Hearing assistive technology devices are designed to assist the deaf and those who are hearing impaired participate in normal, everyday communications. For instance, specialized devices such as frequency modulation systems or induction loop systems are typically used in conjunction with hearing aids to reverse the negative effects of background noise and poor acoustics, factors that can make it extremely difficult for a person to hear properly. There also are hearing assistive technology devices used to alert someone with hearing loss to danger, such as smoke alarms with flashing lights or vibrating devices connected to alarms — these types of systems can also be used to alert someone of a ringing telephone. Closed-captioning technology and teletype devices are common as well.
The hearing impaired often find it hard to hear in places where there are large groups of people, including live theaters, conference rooms, classrooms, lecture halls or churches. Listening devices use personal frequency modulation, also known as FM, systems that transfer the sound from a microphone directly into an FM receiver. The sound waves are then transmitted into the hearing aid inside the user's ear. In other group situations, induction loop systems are a type of assistive technology in which the microphone of the speaker is hooked up to an induction wire. When the user switches the hearing aid to its telephone setting, the telecoil that is located inside the hearing aid connects with the signal inside the microphone, and the user can adjust the volume of the hearing aid based on how loud the speaker is talking.
While people with normal hearing rely on audible alert technology, such as smoke alarms or ringing telephones, those with hearing loss cannot benefit from these systems. Instead, companies have produced hearing assistive technology based on vibrations and flashing lights. Many of these devices are used wirelessly in conjunction with a universal receiver that the individual carries with him at all times, puts underneath his pillow or sets on his bed. Depending on the type of device, some receivers allow the user to program a certain pattern of lights or vibrations for each alert. Devices are available for doorway mats, alarm clocks, doorbells, telephones, smoke alarms, motion sensors and baby monitors as well as weather and emergency alerts.

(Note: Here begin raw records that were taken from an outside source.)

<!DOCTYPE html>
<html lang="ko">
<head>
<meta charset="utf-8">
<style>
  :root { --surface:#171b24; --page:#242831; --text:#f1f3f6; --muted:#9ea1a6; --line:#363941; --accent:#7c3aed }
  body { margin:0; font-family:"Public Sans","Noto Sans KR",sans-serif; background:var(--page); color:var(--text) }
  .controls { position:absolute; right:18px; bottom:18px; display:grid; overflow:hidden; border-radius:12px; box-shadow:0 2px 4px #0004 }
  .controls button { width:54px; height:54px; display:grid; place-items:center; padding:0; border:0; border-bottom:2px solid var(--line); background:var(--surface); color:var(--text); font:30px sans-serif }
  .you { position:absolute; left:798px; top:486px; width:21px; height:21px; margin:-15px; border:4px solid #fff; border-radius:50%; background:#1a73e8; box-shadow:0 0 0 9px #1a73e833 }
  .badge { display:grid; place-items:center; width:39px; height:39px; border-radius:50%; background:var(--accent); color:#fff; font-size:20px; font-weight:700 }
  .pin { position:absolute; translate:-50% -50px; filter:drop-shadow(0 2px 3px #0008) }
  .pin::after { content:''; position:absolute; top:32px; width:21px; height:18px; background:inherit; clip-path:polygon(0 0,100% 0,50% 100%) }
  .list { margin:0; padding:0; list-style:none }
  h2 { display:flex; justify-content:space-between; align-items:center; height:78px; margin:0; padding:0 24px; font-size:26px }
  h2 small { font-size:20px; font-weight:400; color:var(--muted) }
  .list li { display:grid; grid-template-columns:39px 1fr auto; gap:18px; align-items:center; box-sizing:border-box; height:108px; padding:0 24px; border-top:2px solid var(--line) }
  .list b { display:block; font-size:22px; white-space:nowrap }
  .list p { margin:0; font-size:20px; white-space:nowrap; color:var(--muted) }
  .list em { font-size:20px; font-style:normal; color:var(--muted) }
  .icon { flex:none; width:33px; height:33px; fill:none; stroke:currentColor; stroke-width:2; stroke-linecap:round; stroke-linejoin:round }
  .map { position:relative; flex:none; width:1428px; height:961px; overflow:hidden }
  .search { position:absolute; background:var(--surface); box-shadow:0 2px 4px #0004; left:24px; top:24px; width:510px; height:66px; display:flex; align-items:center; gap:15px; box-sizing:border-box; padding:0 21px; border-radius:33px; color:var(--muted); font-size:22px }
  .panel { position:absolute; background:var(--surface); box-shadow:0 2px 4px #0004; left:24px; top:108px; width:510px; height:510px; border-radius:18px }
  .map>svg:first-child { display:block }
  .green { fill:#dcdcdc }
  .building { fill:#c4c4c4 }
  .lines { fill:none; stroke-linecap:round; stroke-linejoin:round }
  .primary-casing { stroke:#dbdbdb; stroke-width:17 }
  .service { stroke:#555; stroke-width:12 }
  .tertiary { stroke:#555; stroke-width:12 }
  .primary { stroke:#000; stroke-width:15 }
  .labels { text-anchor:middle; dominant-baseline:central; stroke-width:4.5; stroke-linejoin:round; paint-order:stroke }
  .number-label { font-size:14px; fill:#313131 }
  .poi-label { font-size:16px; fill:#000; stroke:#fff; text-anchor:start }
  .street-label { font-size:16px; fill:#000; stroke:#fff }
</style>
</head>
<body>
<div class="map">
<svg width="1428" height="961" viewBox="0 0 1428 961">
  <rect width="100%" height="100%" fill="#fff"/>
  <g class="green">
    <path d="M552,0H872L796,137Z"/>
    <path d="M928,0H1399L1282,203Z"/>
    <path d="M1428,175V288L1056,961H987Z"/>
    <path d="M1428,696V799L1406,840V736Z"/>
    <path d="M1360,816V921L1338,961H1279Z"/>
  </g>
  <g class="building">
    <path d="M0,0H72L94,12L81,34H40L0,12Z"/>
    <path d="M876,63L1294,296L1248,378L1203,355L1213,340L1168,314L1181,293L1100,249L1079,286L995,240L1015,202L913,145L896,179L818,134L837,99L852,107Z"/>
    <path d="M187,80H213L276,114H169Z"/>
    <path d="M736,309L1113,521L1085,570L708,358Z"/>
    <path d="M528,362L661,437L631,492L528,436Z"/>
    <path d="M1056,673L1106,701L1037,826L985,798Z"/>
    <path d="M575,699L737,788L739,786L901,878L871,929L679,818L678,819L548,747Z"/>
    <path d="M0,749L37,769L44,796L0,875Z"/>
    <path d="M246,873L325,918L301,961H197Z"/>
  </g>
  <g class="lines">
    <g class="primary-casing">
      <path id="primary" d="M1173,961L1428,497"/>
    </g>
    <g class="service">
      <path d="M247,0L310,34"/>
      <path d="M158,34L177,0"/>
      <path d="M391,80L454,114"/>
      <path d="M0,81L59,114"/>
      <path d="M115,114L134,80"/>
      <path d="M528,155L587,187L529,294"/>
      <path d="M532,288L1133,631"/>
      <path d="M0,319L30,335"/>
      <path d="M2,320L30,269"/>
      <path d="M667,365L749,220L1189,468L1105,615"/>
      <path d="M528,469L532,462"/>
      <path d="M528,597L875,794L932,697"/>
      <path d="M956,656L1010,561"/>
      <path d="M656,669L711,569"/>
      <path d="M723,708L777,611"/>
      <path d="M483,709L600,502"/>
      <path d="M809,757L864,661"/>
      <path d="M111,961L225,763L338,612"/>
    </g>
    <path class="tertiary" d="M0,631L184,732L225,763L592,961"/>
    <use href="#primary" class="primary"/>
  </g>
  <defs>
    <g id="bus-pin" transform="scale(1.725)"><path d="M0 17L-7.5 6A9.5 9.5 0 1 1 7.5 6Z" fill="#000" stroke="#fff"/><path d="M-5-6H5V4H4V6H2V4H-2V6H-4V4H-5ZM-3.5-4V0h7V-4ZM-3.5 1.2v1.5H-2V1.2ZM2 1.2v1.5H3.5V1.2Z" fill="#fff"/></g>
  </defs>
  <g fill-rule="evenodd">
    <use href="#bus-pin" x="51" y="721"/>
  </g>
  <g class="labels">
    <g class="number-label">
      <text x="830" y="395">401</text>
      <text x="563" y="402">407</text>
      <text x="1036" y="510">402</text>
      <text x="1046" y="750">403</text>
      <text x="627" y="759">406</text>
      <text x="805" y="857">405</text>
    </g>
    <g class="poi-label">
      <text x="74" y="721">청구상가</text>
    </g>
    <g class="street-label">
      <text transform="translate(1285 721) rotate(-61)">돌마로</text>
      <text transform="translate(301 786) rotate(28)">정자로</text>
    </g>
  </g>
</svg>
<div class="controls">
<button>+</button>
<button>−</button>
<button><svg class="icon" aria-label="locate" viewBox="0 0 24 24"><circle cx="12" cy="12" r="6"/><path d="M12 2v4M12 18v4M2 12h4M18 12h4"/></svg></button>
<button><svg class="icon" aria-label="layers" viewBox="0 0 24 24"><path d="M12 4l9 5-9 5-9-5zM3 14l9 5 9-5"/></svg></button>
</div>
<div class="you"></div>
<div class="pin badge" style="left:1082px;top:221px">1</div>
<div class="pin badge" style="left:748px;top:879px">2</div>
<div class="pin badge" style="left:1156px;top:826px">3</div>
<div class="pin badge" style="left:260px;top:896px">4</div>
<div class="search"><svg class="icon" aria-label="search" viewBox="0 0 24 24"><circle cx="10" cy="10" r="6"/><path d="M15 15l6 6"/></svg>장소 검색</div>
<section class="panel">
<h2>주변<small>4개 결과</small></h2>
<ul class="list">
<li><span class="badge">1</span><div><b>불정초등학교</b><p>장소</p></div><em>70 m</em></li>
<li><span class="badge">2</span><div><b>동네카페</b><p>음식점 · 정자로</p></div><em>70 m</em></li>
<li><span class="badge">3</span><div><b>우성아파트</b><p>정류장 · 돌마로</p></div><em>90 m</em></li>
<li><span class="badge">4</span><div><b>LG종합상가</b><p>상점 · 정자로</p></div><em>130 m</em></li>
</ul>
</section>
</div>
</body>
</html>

Captioning, the display of text on a screen that coincides directly with the words that are spoken, is another type of hearing assistive technology. Closed captioning technology is commonly included on televisions, and most TV shows are produced to work in conjunction with it. Additionally, most movies that have been released on digital video disc (DVD) having a language settings menu and include captioning within their subtitle options.
Teletype, or TTY, devices allow users to text conversations over phone lines. This type of assistive hearing technology allows the user to speak or type conversations into the device. Many government agencies and businesses have separate TTY lines for the hearing impaired, and hotels across the country use these devices to ensure that their rooms are accessible to the deaf or hard-of-hearing guests.